After matching students based on their pre-college voting behaviors, the researchers found that students who had taken a political science class became more likely to register to vote. Photo credit: Lakshmiprasad/Depositphotos
In the online news outlet called The Conversation, researchers write summaries of their own research studies for a general audience.
Here's an example from political scientists Frank Fernandez and Matthew Capaldi, both of the University of Florida. They introduce their study by writing,
...improving college student voter turnout is a national issue....According to data from the National Study of Learning, Voting, and Engagement, about 1 in 4 students – including at both two- and four-year colleges – were not registered to vote in the 2016 or 2018 elections.
The researchers conducted a study of 2,000 students at community colleges. All the students had completed an extensive survey about their civic behaviors both before and during college. Students also reported the classes they had taken in college.
The researchers used a "propensity score matching procedure", which is similar in some ways to multiple regression. Specifically, they matched up students who had the same demographic characteristics (e.g., race, parental education, family income, gender). They also matched students on whether, before going to college, they had been registered to vote or voted in elections. The researchers were mainly predicting whether students had newly registered to vote (since starting college) as well as whether they had actually voted since starting college. The authors write about their results:
After taking students’ prior civic engagement and other college experiences into account, we found that students who took at least one political science course were 9% more likely to register to vote than those who did not.
Additionally, we found that students who took at least one political science class were 8% more likely to vote.
Questions
a) Name the variables in this study--there are at least seven variables mentioned in the summary provided above.

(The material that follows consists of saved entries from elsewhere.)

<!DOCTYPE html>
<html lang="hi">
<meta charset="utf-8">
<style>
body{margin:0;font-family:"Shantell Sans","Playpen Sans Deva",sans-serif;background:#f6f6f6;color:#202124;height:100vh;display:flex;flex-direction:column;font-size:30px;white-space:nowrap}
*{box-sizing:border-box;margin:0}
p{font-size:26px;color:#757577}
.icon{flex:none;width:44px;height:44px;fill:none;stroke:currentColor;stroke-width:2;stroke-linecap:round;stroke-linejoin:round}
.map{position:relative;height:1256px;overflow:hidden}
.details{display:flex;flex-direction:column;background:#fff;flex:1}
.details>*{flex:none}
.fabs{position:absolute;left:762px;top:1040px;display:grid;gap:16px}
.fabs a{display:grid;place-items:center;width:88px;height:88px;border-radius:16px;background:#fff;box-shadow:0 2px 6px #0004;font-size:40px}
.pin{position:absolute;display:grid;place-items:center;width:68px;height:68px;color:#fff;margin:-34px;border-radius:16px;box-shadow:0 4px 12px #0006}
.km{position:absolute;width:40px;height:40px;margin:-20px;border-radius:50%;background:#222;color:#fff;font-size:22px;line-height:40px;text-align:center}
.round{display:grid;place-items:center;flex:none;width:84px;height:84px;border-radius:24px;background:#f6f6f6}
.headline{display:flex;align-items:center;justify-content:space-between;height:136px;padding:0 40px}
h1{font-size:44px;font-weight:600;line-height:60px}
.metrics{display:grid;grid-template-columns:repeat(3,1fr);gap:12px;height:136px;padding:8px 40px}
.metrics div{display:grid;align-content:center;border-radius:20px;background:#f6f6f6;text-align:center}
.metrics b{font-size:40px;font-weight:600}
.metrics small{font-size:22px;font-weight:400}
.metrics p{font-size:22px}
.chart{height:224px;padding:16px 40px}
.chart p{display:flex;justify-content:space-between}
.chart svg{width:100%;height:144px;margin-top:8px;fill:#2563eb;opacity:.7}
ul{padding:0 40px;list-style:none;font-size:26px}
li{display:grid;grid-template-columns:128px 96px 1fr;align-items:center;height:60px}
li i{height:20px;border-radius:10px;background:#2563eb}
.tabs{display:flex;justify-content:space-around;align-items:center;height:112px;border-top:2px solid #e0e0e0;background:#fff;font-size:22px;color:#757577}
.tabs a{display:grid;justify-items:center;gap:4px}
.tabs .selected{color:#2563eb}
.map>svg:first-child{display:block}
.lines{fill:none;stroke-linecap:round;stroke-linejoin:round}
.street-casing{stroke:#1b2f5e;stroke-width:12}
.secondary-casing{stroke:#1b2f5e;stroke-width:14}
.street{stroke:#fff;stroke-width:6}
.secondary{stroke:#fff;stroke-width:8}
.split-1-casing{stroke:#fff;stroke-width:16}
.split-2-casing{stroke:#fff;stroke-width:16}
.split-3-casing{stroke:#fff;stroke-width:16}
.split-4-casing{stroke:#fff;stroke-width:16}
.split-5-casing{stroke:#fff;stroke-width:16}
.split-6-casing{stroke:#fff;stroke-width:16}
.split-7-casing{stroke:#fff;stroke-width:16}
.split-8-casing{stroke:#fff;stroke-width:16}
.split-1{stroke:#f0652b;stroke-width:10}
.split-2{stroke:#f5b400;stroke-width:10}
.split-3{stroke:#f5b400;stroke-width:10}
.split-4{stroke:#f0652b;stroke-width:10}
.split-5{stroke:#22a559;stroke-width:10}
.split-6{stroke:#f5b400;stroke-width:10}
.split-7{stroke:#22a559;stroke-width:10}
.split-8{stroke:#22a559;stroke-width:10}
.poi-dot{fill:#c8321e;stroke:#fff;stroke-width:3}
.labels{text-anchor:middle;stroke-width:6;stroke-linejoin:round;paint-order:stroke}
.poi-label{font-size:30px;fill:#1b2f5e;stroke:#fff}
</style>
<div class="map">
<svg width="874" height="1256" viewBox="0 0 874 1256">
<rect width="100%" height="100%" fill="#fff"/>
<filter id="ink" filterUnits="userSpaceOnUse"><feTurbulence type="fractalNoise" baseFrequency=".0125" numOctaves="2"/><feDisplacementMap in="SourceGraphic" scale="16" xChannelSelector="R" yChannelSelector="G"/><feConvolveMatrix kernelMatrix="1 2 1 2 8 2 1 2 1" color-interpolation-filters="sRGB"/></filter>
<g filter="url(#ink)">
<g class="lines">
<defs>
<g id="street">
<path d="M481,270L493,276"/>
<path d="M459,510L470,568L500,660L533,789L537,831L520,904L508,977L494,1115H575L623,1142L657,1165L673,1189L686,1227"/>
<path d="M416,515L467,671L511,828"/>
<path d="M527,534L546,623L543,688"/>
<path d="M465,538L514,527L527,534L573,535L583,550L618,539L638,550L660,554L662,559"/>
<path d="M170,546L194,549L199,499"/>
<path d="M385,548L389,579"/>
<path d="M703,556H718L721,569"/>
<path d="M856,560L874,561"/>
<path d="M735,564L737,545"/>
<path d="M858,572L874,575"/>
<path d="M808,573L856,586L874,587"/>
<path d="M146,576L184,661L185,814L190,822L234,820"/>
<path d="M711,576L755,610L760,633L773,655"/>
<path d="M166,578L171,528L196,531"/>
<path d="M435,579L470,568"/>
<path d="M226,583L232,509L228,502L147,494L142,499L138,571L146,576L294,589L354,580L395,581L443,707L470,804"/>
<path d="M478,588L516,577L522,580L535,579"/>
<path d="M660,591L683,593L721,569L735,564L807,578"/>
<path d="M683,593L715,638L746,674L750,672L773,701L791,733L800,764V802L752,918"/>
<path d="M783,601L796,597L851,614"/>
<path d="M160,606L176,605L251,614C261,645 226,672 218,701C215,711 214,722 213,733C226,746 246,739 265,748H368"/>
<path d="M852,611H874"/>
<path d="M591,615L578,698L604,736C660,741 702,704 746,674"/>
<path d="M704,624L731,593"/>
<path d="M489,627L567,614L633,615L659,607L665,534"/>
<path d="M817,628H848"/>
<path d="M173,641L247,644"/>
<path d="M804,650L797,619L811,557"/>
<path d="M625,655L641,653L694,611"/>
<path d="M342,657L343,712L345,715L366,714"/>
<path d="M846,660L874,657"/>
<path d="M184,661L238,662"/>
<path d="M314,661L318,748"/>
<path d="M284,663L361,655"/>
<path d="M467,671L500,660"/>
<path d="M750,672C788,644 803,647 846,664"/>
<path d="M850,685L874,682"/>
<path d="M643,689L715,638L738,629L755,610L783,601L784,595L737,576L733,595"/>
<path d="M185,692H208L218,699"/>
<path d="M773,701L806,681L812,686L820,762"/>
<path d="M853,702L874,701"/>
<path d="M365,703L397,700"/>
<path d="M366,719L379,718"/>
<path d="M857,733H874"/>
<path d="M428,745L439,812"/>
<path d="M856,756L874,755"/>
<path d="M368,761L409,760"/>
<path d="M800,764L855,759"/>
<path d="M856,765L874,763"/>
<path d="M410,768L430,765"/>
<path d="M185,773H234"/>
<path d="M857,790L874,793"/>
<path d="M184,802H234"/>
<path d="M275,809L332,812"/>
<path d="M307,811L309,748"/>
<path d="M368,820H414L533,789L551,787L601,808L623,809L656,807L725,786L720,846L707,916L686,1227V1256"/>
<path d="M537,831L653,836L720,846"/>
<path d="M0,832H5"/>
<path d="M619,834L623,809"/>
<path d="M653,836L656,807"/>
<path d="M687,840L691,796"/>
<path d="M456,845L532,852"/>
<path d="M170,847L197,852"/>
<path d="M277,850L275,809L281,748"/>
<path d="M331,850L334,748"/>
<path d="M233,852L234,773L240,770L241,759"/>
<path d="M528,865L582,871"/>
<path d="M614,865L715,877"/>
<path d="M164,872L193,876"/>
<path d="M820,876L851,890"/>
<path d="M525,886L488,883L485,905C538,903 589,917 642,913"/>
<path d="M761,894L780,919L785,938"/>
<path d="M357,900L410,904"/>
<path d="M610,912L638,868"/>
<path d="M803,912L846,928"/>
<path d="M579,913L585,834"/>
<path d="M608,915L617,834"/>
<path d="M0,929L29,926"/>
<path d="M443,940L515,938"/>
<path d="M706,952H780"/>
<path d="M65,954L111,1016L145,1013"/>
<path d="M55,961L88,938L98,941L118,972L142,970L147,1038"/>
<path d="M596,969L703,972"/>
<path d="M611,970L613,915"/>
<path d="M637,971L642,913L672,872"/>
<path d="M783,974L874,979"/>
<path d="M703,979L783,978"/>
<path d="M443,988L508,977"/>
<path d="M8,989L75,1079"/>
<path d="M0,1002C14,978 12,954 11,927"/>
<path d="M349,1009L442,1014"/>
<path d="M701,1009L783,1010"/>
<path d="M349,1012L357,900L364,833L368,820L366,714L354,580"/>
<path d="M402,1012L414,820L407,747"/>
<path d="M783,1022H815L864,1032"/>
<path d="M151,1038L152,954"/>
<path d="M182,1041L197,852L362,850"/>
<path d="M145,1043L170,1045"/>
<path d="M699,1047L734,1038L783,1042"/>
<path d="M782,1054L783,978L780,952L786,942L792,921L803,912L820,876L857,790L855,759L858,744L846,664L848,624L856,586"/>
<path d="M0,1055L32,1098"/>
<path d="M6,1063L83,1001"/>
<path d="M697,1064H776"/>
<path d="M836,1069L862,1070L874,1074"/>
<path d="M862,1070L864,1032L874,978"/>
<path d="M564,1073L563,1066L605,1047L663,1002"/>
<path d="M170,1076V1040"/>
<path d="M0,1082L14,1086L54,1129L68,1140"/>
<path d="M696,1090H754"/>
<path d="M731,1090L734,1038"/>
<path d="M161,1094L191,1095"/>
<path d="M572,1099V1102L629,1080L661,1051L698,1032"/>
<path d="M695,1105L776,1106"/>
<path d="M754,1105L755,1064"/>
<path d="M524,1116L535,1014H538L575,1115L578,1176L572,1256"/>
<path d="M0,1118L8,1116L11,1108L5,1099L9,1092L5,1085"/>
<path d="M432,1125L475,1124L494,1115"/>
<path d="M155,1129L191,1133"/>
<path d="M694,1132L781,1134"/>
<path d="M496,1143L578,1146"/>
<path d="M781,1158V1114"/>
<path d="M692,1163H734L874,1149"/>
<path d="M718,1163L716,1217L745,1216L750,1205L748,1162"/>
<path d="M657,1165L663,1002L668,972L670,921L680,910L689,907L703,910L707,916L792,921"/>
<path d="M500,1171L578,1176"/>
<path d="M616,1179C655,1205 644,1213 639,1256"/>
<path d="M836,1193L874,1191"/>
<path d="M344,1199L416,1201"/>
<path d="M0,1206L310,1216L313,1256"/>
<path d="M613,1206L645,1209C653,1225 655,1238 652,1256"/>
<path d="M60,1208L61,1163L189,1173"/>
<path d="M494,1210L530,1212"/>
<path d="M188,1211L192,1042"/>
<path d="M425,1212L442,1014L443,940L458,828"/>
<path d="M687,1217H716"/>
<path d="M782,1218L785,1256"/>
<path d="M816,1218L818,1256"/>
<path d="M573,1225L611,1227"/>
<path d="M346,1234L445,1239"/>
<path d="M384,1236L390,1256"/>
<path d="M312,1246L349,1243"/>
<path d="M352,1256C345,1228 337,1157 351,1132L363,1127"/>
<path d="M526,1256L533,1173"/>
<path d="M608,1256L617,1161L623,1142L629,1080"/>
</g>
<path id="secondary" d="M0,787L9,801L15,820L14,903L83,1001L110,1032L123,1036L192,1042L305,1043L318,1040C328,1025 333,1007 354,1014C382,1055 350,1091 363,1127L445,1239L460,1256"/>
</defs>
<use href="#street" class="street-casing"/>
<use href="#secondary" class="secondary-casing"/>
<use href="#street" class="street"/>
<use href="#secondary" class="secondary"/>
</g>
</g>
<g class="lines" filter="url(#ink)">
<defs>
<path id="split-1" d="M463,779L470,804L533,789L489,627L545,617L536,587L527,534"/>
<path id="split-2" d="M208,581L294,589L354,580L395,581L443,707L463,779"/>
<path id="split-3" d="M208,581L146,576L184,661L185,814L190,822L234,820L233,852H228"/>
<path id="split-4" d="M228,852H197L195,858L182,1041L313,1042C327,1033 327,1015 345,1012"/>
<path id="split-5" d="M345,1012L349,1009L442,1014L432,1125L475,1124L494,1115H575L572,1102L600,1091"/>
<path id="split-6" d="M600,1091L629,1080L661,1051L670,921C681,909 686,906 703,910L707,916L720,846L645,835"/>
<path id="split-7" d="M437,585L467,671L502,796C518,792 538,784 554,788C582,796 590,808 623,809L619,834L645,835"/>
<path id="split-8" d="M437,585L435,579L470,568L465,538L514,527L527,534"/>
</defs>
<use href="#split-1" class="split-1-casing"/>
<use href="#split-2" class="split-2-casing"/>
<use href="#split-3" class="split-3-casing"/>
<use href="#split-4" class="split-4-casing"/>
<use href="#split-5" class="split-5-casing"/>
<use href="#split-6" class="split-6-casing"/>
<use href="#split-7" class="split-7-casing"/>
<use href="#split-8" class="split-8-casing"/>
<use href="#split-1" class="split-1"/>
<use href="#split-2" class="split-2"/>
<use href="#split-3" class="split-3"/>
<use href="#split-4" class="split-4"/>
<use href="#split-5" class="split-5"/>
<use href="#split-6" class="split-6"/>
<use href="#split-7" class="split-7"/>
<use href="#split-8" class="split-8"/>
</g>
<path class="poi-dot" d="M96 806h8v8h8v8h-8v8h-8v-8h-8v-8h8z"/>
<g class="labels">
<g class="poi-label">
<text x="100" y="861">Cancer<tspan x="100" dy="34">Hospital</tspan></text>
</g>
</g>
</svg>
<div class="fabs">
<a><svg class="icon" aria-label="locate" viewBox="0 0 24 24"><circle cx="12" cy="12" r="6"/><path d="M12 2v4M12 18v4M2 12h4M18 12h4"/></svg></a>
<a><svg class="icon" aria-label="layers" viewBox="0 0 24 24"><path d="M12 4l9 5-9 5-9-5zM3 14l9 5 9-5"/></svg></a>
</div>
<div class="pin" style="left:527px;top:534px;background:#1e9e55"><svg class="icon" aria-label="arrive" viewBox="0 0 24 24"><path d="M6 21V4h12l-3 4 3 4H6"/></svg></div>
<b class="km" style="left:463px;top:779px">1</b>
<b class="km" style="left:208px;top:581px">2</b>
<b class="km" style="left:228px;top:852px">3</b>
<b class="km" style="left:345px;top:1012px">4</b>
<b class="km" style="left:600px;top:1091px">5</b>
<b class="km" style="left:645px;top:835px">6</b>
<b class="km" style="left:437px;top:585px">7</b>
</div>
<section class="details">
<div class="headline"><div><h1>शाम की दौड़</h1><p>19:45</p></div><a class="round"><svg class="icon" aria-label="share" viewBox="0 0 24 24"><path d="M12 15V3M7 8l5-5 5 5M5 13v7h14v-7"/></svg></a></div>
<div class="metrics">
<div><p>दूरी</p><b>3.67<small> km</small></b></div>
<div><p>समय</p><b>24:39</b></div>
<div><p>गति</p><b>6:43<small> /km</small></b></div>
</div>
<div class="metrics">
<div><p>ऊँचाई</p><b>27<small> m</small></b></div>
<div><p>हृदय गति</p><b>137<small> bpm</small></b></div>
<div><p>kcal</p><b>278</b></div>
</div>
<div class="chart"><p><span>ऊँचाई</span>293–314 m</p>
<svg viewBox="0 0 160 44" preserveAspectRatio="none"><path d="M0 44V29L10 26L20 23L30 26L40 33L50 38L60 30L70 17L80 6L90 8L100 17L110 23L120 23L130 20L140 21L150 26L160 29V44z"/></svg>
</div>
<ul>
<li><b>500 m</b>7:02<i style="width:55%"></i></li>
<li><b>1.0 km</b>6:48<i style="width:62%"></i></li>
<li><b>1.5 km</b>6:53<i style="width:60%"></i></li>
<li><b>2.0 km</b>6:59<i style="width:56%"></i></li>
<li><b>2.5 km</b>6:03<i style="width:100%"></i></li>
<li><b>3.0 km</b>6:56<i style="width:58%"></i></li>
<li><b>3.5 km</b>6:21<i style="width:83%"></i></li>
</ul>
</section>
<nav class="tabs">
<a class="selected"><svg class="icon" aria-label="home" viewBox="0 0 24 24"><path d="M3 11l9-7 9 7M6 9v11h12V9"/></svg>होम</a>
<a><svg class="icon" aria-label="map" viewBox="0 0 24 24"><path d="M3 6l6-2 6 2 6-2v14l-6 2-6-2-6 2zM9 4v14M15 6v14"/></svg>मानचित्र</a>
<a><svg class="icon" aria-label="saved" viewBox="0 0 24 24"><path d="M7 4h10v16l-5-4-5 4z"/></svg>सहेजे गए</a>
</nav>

b) Is this a correlational study or an experiment? Explain your answer.
c) The authors imply that taking a political science course seems to cause students to be more likely to register to vote and to actually vote. Let's apply the three criteria for causation to this statement. First, do the results support covariance?
d) Second, does the method of the study clearly establish temporal precedence? Why or why not?
e) Finally, the authors used the matching technique to control for several alternative explanations such as race, parental education, family income, gender, as well as whether, before going to college, they had been registered to vote or had voted in elections. Can you think of any additional alternative explanations that they did not control for?
f) In their summary in The Conversation, the authors discuss some of the downsides of their methodology. For example, they write, "We relied on self-reported data, so there is no practical way to confirm that they registered to vote or turned out to vote." This critique is focused on construct validity--specifically, criterion validity. That is, they are admitting that they don't know whether or not a self-report item about voting actually predicts the behavioral criterion of voting. How could you run a pilot study to confirm that people who say they voted in a certain election have actually voted (and vice versa--people who say they did not vote have actually not voted)?
Here's a link to their study , which was published in Educational Researcher (sorry--paywalled).
Suggested answers:
a) The variables include race, parental education, family income, gender, being registered to vote before college, voting before college, and registering to vote during college and voting in college.
b) It's a correlational study--the survey method simply measured all of the variables, and a study where all the variables are measured is correlational.
c) Yes, the results support covariance because students who took a poli sci course were 9% more likely to have registered to vote in college (and 8% more likely to actually vote).
d) In my opinion, temporal precedence is not established here--students reported on whether they took a poli sci course at the same time they reported on whether they had registered to vote in college. It's not clear from this whether the course came first in time, before the voting behavior.
e) The authors did control for several likely explanations, including baseline interest in voting--and that is good. Another variable they might consider could be local political climate--perhaps some community colleges are more politically active than others. Students who attend more politically active CCs could be more likely to start to vote, and also be more likely to take a poli sci course.
f) You could recruit a sample of people and ask them if they voted in the last election. Then, you can use publicly available voting records to confirm whether or not the actually voted. You should see a strong association: People who say they voted, should have actually voted, and people who say they did not vote, should have actually not voted.